The lines from the start of the records below through the line containing "width:19px; height:19px; translate:-50%" are to be copied exactly, both ends included, with nothing added.

# # # #

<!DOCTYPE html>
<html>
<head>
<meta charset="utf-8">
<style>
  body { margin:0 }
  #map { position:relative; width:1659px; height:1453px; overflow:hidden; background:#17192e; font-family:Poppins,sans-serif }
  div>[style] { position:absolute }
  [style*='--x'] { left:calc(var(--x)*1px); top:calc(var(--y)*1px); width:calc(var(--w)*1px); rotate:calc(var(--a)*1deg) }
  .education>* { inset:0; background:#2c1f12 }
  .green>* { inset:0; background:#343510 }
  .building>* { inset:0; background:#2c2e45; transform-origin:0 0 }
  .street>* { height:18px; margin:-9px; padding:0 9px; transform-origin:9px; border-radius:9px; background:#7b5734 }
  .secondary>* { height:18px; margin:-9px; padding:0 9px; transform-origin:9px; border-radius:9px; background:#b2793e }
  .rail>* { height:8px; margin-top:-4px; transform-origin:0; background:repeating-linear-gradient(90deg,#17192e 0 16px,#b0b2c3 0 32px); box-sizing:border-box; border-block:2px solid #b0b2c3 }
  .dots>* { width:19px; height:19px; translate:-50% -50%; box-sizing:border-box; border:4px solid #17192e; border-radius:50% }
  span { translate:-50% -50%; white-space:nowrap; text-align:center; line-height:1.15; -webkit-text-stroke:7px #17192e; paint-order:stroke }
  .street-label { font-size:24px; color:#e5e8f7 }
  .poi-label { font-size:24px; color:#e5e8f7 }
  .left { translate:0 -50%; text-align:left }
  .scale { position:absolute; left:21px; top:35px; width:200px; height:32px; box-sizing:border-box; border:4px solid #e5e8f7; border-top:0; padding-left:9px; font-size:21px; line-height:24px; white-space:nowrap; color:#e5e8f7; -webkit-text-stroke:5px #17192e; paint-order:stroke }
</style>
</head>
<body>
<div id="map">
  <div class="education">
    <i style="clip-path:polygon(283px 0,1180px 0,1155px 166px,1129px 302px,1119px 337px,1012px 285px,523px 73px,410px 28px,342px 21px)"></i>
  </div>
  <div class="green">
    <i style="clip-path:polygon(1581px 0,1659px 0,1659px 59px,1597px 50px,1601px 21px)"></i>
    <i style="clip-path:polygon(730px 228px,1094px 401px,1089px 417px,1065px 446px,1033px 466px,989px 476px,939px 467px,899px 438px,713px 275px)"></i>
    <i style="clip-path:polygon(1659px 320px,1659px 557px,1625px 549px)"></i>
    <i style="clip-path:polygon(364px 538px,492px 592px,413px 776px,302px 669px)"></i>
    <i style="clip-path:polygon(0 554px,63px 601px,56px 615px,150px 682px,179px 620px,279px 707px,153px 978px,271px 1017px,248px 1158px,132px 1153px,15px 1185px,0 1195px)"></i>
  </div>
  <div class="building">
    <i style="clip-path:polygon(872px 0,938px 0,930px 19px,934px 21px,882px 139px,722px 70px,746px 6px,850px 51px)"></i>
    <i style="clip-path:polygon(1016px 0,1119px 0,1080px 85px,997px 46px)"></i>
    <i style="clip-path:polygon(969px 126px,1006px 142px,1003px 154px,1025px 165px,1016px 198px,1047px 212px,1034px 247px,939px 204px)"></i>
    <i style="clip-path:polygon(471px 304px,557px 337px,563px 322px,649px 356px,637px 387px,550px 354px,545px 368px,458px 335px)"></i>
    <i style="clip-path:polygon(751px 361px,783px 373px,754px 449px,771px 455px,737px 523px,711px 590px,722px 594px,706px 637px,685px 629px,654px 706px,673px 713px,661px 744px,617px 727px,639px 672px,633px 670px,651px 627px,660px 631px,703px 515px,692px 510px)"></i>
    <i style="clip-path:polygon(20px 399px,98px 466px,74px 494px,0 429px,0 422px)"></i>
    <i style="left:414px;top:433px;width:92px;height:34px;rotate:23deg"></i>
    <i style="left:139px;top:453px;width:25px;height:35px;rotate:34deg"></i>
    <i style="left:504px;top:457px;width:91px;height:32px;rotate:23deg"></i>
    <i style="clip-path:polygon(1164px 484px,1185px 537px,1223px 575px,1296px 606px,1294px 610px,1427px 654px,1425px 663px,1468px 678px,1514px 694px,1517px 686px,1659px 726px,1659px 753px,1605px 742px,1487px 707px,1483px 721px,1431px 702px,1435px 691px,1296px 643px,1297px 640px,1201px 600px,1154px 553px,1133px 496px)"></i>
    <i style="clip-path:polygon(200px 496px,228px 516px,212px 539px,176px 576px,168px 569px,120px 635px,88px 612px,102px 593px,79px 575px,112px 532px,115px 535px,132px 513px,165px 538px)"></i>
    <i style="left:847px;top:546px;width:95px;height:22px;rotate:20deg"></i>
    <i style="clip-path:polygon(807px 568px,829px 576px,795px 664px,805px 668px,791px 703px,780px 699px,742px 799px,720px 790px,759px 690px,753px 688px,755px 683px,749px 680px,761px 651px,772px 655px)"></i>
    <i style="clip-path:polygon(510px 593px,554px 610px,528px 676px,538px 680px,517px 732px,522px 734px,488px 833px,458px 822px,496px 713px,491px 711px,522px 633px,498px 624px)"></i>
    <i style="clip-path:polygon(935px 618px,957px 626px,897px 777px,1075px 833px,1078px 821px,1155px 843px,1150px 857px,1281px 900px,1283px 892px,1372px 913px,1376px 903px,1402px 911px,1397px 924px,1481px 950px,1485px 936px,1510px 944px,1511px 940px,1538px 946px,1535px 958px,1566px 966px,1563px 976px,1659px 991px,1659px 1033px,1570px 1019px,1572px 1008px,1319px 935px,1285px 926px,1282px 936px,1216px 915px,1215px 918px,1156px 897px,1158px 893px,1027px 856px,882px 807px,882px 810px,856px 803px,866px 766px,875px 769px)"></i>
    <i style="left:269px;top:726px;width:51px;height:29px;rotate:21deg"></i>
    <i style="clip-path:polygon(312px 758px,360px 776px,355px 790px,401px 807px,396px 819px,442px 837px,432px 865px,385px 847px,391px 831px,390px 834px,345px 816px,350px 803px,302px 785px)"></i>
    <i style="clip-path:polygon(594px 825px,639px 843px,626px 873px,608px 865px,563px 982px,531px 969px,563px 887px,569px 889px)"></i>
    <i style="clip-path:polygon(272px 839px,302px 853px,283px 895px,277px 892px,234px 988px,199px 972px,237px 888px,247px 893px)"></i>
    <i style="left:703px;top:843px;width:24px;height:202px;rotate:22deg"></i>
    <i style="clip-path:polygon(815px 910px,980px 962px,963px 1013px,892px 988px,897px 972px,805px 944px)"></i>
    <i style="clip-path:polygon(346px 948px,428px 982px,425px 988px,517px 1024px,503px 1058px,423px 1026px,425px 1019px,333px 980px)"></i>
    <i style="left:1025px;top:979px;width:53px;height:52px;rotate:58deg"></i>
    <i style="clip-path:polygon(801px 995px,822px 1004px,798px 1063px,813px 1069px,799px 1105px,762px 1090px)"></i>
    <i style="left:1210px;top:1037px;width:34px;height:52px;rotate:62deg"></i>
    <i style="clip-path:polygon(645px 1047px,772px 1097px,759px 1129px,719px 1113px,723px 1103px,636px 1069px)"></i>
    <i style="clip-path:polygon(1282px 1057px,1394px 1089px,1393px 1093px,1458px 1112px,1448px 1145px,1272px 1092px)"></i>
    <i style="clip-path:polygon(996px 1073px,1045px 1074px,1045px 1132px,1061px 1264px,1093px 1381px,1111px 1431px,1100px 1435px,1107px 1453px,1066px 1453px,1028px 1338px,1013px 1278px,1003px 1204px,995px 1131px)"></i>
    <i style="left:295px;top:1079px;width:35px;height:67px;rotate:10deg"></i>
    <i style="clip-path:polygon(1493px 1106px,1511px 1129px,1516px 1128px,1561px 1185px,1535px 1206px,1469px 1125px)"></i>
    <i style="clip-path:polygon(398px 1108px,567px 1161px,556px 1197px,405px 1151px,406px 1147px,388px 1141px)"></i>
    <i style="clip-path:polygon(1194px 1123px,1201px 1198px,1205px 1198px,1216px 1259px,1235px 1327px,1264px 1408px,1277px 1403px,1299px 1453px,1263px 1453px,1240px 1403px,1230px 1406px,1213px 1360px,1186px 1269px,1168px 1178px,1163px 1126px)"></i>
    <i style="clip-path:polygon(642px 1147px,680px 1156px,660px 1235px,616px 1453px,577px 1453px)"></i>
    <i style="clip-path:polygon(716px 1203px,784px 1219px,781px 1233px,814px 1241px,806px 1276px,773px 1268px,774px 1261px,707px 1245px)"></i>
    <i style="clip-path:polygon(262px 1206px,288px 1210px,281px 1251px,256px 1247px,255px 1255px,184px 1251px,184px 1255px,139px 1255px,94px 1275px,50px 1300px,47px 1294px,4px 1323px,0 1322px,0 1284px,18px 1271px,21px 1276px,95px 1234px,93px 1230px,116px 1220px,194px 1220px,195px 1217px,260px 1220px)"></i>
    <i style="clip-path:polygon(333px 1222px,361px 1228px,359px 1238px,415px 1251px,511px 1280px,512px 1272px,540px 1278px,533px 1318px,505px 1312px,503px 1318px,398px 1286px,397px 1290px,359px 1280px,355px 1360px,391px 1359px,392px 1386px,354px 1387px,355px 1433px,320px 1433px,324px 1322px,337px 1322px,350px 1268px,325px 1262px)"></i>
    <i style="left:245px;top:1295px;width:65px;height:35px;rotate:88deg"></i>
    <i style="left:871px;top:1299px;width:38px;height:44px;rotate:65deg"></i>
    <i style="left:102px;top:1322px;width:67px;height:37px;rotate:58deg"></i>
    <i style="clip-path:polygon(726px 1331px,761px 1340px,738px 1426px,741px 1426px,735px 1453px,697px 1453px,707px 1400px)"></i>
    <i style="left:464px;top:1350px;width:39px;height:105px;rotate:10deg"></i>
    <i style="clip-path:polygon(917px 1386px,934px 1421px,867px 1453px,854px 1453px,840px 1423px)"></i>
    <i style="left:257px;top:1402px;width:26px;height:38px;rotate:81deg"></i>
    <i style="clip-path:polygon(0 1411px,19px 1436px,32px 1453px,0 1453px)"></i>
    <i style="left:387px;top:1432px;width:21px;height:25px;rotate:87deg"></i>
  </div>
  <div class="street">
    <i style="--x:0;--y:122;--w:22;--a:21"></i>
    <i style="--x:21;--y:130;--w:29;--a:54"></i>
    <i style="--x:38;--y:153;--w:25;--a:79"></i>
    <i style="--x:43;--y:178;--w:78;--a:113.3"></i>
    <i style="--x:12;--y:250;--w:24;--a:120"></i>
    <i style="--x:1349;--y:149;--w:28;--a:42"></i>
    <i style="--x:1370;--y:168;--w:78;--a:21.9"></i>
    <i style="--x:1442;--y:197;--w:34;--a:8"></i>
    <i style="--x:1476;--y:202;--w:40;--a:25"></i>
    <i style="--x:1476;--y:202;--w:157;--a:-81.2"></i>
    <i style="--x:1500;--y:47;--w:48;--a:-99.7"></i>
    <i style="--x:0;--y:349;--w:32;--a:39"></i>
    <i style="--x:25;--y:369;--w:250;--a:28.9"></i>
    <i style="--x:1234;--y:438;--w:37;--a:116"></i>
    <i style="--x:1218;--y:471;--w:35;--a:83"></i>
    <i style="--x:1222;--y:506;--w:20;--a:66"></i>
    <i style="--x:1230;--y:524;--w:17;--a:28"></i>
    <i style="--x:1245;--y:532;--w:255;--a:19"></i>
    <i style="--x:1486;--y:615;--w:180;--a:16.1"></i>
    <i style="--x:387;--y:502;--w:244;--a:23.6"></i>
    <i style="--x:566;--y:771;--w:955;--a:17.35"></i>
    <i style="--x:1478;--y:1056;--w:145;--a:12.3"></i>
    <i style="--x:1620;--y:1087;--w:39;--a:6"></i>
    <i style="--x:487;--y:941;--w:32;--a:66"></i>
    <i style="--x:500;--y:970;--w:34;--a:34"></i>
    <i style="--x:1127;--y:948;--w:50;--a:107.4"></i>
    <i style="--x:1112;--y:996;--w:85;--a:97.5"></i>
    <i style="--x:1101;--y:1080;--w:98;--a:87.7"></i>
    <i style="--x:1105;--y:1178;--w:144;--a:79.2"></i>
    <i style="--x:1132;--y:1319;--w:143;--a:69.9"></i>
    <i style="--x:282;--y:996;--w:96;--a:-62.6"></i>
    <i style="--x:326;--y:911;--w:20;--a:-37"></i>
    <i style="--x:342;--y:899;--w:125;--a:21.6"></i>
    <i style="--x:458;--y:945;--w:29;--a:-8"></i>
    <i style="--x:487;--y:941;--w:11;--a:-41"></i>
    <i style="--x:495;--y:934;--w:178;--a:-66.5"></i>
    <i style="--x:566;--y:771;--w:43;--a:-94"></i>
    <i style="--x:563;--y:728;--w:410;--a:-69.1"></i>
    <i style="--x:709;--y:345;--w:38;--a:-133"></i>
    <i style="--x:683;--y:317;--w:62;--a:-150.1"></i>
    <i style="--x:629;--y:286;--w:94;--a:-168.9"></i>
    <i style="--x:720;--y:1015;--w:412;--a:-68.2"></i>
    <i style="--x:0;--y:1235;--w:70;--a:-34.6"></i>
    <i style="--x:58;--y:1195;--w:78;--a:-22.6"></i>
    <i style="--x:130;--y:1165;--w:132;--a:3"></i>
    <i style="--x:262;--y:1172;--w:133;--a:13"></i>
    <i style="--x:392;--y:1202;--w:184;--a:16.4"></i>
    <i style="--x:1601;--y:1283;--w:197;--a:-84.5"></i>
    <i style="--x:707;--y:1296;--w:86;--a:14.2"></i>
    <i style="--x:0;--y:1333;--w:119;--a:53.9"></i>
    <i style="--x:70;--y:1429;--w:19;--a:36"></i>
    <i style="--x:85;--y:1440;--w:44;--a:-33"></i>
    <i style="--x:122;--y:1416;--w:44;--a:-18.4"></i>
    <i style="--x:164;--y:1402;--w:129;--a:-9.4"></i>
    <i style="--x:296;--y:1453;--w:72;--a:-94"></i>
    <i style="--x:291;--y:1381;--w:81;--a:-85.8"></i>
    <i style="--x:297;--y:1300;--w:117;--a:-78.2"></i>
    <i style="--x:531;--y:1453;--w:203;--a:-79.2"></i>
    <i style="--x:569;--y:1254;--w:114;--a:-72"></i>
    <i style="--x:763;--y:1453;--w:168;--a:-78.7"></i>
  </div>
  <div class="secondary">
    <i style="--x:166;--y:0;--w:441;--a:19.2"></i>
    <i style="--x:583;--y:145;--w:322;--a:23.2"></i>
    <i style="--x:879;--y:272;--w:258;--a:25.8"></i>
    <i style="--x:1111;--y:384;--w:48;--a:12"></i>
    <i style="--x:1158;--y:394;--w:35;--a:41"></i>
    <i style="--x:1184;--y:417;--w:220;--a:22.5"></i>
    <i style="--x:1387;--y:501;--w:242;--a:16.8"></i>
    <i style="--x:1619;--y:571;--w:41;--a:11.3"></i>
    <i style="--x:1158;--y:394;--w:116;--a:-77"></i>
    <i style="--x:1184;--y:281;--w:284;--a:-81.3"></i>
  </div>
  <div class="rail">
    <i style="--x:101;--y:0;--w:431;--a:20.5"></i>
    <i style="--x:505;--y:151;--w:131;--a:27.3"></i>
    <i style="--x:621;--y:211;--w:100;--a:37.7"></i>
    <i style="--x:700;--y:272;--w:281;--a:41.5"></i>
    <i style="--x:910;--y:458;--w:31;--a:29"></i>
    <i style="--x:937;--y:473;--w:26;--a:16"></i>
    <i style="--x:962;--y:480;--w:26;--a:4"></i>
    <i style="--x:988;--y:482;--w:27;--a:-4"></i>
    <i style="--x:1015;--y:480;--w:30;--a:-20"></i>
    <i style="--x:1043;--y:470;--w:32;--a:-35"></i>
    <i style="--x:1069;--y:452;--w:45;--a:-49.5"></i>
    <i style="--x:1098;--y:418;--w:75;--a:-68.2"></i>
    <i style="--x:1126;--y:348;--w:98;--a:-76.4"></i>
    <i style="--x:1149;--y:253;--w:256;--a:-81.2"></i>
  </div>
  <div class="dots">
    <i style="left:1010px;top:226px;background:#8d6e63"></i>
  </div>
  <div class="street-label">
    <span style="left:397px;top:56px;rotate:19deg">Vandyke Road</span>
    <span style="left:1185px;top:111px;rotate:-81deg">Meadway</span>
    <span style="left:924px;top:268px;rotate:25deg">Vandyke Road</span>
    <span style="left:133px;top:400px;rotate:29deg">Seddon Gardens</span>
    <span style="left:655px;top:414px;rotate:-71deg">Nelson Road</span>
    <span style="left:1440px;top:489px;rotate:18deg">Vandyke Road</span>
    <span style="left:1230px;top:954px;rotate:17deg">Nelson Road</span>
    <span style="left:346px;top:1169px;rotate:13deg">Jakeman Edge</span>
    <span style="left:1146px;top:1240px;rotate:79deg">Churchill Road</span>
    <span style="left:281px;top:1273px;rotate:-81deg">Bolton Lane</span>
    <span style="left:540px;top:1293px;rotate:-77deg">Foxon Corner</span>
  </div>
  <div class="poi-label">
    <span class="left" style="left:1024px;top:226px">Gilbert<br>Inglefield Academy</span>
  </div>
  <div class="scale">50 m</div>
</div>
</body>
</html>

# # # #

◆ **Exercise response**:
<!DOCTYPE html>
<html>
<head>
<meta charset="utf-8">
<style>
  body { margin:0 }
  #map { position:relative; width:1659px; height:1453px; overflow:hidden; background:#17192e; font-family:Poppins,sans-serif }
  div>[style] { position:absolute }
  [style*='--x'] { left:calc(var(--x)*1px); top:calc(var(--y)*1px); width:calc(var(--w)*1px); rotate:calc(var(--a)*1deg) }
  .education>* { inset:0; background:#2c1f12 }
  .green>* { inset:0; background:#343510 }
  .building>* { inset:0; background:#2c2e45; transform-origin:0 0 }
  .street>* { height:18px; margin:-9px; padding:0 9px; transform-origin:9px; border-radius:9px; background:#7b5734 }
  .secondary>* { height:18px; margin:-9px; padding:0 9px; transform-origin:9px; border-radius:9px; background:#b2793e }
  .rail>* { height:8px; margin-top:-4px; transform-origin:0; background:repeating-linear-gradient(90deg,#17192e 0 16px,#b0b2c3 0 32px); box-sizing:border-box; border-block:2px solid #b0b2c3 }
  .dots>* { width:19px; height:19px; translate:-50% -50%; box-sizing:border-box; border:4px solid #17192e; border-radius:50% }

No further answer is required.